The Department of Health and Human Services (HHS) (n.d.), provides a myriad of educational information for workers and consumers, including what rights patients have, how personal information is protected, and information pertaining to individuals’ rights in the workplace. Perhaps one of the most compelling, critical pieces of information provided pertains to patient rights. It clears up common misperceptions of consumers as to what their rights are. One in particular is the misconception that patients do not have the right to their medical information. In fact, 27% of patients held this misperception (hhs.gov, n.d.). Not only are patients’ privy to their medical information, but also can obtain a copy of their electronic medical records. Patients can send their medical records to another medical provider themselves or request to have them sent. This compelling information has enabled patients to be more actively involved in their own medical treatment by devising course of treatment in conjunction with their physicians for optimal health outcomes.

Since the inception of HIPAA, the healthcare industry has continually worked to provide a system of treatment and coverage to consumers that ensures the best optimal outcomes. One of the ways in which this is achieved is through proper and accurate documentation of medical records. Various medical software have been developed to help medical coders and administrators protect and preserve patient data to ensure privacy. Interestingly, with the advances in medical technology, the United States ranks well below other countries in terms of quality healthcare provided to patients and spends more on patients than other countries by comparison (Sanderson, 2011).

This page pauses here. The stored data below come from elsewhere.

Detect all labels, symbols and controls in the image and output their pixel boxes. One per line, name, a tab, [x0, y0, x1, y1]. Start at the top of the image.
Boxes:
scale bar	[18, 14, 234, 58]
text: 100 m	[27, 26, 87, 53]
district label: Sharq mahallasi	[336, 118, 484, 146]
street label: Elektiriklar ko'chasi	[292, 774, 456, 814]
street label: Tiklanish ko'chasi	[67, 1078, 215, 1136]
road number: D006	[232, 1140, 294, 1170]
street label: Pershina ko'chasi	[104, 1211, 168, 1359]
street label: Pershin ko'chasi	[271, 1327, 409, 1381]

Through efforts to protect the freedoms that Americans have, the healthcare industry has done its fair share of ensuring consumers have freedoms protected when it comes to receiving patient care. As part of the freedoms that Americans have been afforded in this way is the right to seek the best optimal healthcare and course of treatments offered. Additionally, consumers are entitled to full access to their patient records to aid them in decision-making pertaining to their health and well-being. HIPAA provides added layers of protection for consumers on a variety of levels from protecting patient data to ensuring workers and their families will not have gaps in coverage should there be a loss of employment or other unexpected life changes that warrant changes to health insurance. This also includes how medical diagnoses are coded through medical billing in a universal system that ensures health insurers are held to a higher standard in providing the benefits to patients they have elected and pay for. It is through a combination of factors that provide consumers with the necessary protections to ensure optimal healthcare experiences and outcomes.